The following df
represents treatments that a single patient has received during the course of a study. They first received drug-v, followed by drug-w, followed by drug-x, and so on.
original <- tibble::tribble(
~treatment_administered,
"drug-v",
"drug-w",
"drug-x",
"drug-y",
"drug-z",
"drug-l"
)
original
My aim is to keeping a cumulative record of prior treatment exposures that belong to a specific class of treatment - let's call this "class A". In this example, drug v, drug x and drug z belong to class A. Here is the final df I wish to create.
final <- tibble::tribble(
~prior_classA_details, ~treatment_administered,
"", "drug-v",
"drug-v", "drug-w",
"drug-v", "drug-x",
"drug-v,drug-x", "drug-y",
"drug-v,drug-x", "drug-z",
"drug-v, drug x,drug-z", "drug-l"
)
final
As you can see, prior_classA_details
is tracking treatment_administered
on the previous row, and if it's a class A treatment, it adds the name to the following row. This is an iterative process as it goes down the list, concatenating prior_classA_details
as class A treatments are administered.
There are multiple other data columns in this df
that I have not included here (only relevant columns included). Ideally looking for a dplyr solution please.

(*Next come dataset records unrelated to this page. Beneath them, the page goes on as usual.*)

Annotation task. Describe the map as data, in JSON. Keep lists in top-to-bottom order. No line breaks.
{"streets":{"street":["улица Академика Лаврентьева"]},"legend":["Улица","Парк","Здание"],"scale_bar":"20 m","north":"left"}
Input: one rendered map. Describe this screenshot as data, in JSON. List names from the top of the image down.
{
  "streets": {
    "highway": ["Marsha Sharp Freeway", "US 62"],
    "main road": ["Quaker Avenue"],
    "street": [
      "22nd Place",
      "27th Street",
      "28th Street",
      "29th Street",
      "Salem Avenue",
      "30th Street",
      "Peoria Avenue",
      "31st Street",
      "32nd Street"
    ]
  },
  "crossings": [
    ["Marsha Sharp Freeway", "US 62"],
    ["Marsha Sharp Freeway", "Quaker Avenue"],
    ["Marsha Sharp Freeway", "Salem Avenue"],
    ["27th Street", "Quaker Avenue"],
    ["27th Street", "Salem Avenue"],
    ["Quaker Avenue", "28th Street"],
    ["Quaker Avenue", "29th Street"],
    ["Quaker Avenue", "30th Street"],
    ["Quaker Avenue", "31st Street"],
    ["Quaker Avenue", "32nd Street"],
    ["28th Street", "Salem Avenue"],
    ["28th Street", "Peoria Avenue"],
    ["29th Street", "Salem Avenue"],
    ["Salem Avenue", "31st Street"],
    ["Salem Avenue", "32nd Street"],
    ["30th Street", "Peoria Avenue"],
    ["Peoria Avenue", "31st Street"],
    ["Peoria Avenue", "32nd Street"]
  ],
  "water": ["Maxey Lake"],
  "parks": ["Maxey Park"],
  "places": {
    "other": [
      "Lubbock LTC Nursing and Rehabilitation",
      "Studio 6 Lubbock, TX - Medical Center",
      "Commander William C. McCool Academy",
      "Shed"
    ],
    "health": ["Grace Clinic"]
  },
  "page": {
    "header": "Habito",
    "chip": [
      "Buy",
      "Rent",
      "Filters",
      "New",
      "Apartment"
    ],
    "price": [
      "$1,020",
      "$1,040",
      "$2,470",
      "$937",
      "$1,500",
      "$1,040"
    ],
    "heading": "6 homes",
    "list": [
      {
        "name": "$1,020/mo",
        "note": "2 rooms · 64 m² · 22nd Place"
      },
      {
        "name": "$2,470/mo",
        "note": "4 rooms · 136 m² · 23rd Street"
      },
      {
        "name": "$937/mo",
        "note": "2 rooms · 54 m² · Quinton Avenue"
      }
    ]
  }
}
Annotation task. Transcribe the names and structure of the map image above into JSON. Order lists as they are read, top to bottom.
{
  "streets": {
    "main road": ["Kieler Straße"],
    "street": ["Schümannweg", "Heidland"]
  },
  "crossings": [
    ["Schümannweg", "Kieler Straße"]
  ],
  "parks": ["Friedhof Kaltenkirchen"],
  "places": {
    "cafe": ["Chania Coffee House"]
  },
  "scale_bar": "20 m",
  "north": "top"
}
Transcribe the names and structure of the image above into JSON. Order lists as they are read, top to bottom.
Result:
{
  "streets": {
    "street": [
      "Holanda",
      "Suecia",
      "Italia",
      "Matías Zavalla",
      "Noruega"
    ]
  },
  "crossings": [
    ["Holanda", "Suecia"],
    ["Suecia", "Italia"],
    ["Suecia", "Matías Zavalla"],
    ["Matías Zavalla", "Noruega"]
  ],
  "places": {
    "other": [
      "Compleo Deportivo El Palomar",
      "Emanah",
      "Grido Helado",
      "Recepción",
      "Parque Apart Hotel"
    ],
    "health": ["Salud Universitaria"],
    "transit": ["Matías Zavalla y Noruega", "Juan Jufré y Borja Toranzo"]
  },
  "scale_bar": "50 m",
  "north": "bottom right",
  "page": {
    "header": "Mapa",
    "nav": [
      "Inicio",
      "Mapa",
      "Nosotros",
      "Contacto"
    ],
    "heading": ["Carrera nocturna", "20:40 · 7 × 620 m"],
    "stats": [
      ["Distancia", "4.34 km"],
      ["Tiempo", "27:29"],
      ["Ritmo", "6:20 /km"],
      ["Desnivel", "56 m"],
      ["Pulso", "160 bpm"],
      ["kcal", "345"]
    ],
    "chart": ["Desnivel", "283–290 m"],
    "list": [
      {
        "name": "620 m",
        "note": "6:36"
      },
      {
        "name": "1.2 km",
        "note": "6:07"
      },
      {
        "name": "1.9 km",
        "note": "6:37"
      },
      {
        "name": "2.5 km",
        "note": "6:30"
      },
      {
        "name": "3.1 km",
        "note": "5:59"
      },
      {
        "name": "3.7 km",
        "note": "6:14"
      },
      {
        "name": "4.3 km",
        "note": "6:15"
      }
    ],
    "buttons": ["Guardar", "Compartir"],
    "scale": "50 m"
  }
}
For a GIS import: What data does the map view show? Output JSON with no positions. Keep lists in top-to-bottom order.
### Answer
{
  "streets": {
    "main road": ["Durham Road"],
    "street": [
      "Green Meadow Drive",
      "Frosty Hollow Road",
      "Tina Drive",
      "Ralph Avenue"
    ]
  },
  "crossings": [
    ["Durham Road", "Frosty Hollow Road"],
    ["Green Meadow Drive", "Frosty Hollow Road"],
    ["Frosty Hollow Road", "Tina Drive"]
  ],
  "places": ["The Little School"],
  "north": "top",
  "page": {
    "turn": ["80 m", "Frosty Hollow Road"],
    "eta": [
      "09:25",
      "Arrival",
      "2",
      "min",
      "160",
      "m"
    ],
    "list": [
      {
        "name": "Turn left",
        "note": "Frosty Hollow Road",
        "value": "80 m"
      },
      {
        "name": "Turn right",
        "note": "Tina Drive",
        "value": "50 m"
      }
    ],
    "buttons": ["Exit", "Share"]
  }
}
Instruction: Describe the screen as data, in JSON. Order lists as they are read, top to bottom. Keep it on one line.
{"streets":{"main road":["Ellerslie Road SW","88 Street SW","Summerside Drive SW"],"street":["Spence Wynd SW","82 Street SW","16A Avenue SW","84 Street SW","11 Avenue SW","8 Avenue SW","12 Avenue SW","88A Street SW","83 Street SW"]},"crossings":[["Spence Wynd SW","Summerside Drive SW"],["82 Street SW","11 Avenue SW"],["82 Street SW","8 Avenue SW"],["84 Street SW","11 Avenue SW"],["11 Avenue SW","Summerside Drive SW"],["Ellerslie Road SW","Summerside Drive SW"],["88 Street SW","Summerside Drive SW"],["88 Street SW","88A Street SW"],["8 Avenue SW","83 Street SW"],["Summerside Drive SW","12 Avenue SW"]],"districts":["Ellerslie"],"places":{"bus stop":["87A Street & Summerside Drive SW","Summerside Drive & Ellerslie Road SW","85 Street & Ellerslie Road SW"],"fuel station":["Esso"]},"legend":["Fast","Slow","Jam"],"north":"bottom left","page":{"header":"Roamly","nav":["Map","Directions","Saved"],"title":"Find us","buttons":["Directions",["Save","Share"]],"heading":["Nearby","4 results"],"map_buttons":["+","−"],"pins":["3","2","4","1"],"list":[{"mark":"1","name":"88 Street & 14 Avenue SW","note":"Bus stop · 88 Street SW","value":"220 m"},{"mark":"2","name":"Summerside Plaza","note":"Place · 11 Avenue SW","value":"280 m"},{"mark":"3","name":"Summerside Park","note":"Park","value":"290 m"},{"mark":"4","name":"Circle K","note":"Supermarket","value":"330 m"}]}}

CodePudding user response:
Here's one way -
library(dplyr)
library(purrr)
classA <- c("drug-v", "drug-x", "drug-z")
original %>%
mutate(prior_classA_details = lag(map_chr(row_number(), ~{
toString(keep(treatment_administered[seq_len(.x)], function(y) y %in% classA))
}), default = ''), .before = 1)
# prior_classA_details treatment_administered
# <chr> <chr>
#1 "" drug-v
#2 "drug-v" drug-w
#3 "drug-v" drug-x
#4 "drug-v, drug-x" drug-y
#5 "drug-v, drug-x" drug-z
#6 "drug-v, drug-x, drug-z" drug-l
We create a vector for classA
drugs and for each row keep only those values that are of type classA
in a cumulative fashion and create one concatenated string. lag
is used to get lagged records by step 1.